From: Nico Pache <npache@redhat.com>
To: "Lorenzo Stoakes (Oracle)" <ljs@kernel.org>
Cc: linux-kernel@vger.kernel.org, linux-mm@kvack.org,
aarcange@redhat.com, akpm@linux-foundation.org,
anshuman.khandual@arm.com, apopple@nvidia.com, baohua@kernel.org,
baolin.wang@linux.alibaba.com, byungchul@sk.com,
catalin.marinas@arm.com, cl@gentwo.org, corbet@lwn.net,
dave.hansen@linux.intel.com, david@kernel.org, dev.jain@arm.com,
gourry@gourry.net, hannes@cmpxchg.org, hughd@google.com,
jackmanb@google.com, jack@suse.cz, jannh@google.com,
jglisse@google.com, joshua.hahnjy@gmail.com, kas@kernel.org,
lance.yang@linux.dev, Liam.Howlett@oracle.com,
lorenzo.stoakes@oracle.com, mathieu.desnoyers@efficios.com,
matthew.brost@intel.com, mhiramat@kernel.org, mhocko@suse.com,
peterx@redhat.com, pfalcato@suse.de, rakie.kim@sk.com,
raquini@redhat.com, rdunlap@infradead.org,
richard.weiyang@gmail.com, rientjes@google.com,
rostedt@goodmis.org, rppt@kernel.org, ryan.roberts@arm.com,
shivankg@amd.com, sunnanyong@huawei.com, surenb@google.com,
thomas.hellstrom@linux.intel.com, tiwai@suse.de,
usamaarif642@gmail.com, vbabka@suse.cz, vishal.moola@gmail.com,
wangkefeng.wang@huawei.com, will@kernel.org, willy@infradead.org,
yang@os.amperecomputing.com, ying.huang@linux.alibaba.com,
ziy@nvidia.com, zokeefe@google.com
Subject: Re: [PATCH mm-unstable v3 1/5] mm: consolidate anonymous folio PTE mapping into helpers
Date: Wed, 18 Mar 2026 10:48:55 -0600 [thread overview]

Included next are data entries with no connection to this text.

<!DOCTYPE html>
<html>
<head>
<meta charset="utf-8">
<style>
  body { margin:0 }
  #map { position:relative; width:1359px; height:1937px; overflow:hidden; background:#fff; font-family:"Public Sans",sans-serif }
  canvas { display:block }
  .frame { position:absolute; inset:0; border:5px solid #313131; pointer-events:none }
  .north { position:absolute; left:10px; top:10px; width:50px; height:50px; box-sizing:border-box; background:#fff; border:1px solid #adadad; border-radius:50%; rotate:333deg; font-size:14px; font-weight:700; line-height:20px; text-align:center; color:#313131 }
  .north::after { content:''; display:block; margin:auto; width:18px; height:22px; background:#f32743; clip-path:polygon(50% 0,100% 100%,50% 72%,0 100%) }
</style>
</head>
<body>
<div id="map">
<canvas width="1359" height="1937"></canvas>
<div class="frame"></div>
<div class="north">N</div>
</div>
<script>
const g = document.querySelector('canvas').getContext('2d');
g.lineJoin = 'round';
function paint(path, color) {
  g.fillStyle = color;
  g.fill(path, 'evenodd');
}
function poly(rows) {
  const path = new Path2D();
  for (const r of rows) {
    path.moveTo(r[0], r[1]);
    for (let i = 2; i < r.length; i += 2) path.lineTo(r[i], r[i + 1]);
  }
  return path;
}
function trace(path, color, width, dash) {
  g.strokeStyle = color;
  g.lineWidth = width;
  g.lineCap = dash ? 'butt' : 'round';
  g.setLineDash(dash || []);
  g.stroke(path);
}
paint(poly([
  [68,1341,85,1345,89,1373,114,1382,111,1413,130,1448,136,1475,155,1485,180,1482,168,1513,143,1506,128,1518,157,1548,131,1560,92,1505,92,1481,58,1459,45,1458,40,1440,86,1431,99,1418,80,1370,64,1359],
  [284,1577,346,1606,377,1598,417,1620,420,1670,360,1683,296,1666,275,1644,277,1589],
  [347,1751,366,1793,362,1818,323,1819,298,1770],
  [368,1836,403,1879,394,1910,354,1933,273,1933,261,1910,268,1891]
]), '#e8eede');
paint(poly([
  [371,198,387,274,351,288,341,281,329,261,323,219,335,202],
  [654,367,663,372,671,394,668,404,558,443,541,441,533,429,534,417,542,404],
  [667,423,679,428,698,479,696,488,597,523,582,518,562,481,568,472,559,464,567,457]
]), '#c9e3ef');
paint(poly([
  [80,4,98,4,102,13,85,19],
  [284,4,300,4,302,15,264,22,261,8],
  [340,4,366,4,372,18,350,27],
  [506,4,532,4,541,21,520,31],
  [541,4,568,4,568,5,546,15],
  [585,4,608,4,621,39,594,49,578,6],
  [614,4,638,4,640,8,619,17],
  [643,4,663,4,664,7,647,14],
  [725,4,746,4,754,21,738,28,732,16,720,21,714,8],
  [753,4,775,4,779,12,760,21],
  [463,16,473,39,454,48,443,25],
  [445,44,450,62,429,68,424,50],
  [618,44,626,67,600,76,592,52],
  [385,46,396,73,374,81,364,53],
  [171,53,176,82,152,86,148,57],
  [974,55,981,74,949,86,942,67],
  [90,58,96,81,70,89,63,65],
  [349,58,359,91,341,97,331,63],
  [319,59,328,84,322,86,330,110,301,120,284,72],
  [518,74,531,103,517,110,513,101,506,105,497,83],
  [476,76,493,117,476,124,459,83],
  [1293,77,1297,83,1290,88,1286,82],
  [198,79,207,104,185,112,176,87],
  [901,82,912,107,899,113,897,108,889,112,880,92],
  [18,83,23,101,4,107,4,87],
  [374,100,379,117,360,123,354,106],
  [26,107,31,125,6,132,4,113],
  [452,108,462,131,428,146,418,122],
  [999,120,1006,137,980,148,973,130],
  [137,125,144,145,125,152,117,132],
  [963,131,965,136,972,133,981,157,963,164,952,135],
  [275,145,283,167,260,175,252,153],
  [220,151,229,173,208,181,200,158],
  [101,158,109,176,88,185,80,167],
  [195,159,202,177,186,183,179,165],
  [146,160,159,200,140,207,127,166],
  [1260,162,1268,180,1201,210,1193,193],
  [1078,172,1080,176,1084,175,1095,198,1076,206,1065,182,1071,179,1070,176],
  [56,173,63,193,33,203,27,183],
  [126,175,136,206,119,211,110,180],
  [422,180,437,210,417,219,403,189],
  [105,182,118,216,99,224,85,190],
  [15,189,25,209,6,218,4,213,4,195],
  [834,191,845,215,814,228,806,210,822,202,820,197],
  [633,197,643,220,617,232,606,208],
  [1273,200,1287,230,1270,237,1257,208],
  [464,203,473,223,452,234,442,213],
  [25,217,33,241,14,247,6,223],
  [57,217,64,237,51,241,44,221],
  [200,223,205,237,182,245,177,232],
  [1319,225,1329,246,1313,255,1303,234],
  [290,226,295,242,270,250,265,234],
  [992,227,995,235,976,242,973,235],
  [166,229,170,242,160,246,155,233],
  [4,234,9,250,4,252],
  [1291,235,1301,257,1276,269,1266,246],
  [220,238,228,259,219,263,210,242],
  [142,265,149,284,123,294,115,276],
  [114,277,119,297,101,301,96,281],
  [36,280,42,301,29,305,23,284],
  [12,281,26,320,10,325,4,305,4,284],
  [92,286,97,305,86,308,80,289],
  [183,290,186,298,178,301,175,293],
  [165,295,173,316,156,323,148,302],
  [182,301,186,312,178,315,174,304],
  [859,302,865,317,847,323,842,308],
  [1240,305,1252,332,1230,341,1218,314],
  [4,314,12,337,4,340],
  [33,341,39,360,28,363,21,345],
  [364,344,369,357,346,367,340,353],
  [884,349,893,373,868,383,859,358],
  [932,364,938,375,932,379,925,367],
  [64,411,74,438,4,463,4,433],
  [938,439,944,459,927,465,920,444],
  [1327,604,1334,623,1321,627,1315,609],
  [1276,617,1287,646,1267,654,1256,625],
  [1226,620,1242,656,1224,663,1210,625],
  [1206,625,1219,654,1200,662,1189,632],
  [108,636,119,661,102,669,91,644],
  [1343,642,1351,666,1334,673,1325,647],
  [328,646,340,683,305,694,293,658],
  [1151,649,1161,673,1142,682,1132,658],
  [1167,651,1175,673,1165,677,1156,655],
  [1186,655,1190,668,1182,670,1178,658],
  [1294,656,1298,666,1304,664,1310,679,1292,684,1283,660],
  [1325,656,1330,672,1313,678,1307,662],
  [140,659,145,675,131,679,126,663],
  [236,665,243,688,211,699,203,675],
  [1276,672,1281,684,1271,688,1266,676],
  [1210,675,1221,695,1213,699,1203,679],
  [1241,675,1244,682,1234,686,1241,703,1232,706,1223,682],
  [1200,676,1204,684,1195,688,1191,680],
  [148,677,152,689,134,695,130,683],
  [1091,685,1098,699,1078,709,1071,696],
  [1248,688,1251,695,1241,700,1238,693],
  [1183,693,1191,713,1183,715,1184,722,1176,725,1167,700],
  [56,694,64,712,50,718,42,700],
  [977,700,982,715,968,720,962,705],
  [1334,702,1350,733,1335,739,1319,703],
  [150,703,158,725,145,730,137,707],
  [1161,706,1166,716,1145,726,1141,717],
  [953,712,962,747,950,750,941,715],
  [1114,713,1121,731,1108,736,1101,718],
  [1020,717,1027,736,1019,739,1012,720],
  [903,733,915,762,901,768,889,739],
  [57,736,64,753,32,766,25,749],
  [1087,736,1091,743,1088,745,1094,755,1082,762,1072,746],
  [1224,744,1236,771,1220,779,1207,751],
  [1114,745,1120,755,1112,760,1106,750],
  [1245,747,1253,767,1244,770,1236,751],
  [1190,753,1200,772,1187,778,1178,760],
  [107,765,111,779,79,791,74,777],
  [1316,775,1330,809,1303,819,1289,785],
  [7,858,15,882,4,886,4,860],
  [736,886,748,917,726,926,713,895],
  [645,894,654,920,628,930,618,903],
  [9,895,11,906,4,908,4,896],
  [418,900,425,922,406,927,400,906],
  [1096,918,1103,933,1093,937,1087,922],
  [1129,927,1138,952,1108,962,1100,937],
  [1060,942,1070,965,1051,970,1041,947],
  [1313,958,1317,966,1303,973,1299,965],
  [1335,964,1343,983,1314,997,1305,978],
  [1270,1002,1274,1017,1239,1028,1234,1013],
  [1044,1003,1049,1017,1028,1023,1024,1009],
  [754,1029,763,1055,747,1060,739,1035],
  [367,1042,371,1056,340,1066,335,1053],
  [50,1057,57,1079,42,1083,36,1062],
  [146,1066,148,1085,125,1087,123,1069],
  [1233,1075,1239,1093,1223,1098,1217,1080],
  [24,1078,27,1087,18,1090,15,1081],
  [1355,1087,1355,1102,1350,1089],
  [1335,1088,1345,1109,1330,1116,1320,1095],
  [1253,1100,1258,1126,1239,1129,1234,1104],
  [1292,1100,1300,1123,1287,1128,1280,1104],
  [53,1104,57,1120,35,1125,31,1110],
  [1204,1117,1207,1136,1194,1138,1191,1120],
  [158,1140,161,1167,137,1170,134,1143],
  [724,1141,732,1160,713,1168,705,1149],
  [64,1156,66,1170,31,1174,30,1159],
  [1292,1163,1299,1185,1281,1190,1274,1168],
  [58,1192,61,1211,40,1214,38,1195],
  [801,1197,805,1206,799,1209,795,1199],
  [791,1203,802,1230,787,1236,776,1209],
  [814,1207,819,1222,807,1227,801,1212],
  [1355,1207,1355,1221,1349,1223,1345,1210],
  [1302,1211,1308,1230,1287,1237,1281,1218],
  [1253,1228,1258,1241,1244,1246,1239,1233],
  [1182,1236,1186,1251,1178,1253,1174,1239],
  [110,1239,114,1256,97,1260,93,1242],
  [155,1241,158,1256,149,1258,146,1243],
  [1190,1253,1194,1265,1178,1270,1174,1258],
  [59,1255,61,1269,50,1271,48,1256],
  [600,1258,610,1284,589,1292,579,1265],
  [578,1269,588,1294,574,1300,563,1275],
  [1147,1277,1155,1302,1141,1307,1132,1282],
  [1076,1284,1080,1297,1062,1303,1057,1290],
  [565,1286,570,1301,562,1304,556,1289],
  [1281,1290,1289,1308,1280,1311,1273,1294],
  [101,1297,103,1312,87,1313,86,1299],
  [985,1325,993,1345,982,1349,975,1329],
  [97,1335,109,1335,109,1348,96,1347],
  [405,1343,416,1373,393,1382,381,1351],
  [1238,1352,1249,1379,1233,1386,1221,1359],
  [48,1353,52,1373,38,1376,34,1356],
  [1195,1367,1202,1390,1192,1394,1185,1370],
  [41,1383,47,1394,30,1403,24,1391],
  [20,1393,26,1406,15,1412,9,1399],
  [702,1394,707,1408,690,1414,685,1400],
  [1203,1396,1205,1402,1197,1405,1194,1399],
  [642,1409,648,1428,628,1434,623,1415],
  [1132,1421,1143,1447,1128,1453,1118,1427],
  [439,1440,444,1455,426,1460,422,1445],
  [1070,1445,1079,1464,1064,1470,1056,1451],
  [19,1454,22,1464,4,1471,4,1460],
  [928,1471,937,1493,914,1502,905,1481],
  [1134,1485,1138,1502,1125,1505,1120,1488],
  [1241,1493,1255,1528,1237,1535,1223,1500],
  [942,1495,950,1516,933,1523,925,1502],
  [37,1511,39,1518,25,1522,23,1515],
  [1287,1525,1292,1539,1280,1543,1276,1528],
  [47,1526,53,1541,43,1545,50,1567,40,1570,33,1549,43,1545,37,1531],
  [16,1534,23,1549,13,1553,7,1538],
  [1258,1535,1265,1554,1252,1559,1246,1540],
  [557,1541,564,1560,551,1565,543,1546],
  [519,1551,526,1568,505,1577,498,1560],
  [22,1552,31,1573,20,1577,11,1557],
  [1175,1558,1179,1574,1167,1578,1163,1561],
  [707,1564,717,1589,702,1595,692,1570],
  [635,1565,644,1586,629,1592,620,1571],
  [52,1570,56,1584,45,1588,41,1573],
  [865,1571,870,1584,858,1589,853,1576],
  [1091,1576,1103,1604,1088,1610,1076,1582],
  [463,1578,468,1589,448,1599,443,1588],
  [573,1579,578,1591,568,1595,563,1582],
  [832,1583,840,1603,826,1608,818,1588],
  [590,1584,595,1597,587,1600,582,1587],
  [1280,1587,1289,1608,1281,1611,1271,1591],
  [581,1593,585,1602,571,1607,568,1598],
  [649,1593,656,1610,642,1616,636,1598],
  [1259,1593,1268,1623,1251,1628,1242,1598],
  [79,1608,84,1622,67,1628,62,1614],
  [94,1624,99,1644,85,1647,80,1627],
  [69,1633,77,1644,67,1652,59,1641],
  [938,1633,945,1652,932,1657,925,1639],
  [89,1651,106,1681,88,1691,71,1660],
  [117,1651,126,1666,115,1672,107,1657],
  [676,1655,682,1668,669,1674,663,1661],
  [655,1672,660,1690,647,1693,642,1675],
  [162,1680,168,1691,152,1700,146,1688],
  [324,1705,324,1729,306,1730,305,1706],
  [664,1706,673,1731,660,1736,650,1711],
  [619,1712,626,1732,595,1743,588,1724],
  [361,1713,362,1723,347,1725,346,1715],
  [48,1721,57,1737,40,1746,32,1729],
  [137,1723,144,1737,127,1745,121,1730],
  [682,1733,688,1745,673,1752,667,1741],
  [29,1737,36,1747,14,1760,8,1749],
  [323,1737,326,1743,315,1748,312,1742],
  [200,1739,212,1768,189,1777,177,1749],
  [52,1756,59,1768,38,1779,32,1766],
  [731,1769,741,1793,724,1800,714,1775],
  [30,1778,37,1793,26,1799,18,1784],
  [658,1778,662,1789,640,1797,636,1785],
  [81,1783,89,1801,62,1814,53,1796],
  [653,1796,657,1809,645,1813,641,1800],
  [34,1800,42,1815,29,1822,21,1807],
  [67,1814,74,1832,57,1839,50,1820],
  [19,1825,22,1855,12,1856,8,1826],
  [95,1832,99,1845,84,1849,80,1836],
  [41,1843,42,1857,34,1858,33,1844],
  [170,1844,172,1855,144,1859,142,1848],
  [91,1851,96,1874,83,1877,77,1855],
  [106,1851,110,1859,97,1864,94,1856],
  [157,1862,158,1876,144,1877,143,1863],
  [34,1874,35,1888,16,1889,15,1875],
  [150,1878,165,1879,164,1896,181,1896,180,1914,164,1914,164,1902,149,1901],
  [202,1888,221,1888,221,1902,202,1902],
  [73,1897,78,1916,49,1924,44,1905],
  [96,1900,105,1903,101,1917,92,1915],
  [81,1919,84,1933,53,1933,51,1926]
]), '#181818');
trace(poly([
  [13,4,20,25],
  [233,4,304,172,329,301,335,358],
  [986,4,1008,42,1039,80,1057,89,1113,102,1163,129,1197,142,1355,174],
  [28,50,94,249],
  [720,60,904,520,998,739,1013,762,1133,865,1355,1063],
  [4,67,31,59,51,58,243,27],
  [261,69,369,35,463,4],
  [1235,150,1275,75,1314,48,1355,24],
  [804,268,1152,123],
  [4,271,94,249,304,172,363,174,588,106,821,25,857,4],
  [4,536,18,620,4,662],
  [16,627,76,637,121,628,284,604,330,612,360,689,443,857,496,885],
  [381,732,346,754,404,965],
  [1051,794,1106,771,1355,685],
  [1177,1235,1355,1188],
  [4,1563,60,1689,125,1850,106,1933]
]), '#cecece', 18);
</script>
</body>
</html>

Message-ID: <42341241-23dc-439e-b32b-da011743adce@redhat.com> (raw)
In-Reply-To: <5eae219d-62b8-4aea-905d-7a9b59b9892b@lucifer.local>
On 3/16/26 12:17 PM, Lorenzo Stoakes (Oracle) wrote:
> On Wed, Mar 11, 2026 at 03:13:11PM -0600, Nico Pache wrote:
>> The anonymous page fault handler in do_anonymous_page() open-codes the
>> sequence to map a newly allocated anonymous folio at the PTE level:
>> - construct the PTE entry
>> - add rmap
>> - add to LRU
>> - set the PTEs
>> - update the MMU cache.
>
> Yikes yeah this all needs work. Thanks for looking at this!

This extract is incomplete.